Materials provided |
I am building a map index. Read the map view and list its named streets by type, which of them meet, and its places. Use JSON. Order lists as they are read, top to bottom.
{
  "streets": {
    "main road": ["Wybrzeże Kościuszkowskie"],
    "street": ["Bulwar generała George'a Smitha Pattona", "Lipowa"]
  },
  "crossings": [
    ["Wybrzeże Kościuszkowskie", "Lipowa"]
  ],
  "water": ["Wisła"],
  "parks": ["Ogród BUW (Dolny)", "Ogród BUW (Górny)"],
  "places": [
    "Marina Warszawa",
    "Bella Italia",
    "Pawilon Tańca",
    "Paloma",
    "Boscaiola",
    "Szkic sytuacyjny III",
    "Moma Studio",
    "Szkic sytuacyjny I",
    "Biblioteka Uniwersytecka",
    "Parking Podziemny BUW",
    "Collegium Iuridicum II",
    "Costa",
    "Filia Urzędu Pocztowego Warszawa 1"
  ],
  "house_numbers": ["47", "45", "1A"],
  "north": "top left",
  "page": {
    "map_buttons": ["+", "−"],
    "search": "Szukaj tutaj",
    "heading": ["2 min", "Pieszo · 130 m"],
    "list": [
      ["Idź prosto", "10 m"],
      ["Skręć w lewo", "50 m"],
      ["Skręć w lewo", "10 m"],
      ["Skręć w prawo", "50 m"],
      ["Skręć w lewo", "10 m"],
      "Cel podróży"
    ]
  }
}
---
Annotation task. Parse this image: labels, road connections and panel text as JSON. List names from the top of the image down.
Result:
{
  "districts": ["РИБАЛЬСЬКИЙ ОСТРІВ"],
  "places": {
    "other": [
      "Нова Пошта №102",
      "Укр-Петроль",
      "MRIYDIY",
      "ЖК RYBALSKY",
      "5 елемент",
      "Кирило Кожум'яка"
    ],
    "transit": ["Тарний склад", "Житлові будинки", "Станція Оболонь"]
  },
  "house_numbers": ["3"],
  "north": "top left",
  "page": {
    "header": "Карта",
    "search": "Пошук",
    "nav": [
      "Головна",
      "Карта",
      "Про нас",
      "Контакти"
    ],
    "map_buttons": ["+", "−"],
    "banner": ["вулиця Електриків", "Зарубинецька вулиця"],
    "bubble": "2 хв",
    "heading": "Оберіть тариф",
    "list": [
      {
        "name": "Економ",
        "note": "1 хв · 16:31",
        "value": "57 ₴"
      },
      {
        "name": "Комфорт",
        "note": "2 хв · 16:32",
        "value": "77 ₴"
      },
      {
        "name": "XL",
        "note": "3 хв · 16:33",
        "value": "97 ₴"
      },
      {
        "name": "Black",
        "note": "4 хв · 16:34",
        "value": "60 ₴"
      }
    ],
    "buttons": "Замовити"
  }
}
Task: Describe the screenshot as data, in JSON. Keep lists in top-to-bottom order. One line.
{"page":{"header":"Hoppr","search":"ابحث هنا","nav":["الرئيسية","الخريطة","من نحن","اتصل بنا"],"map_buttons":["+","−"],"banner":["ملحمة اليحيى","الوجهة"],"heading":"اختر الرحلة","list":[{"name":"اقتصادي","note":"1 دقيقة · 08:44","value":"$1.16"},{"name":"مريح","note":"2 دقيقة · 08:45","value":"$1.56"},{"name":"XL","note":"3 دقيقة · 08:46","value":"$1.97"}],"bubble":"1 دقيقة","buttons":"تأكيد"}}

Exercise instructions | The number of lines in the data that contain the word "JSON" is all that should be stated.

Output of the exercise | 3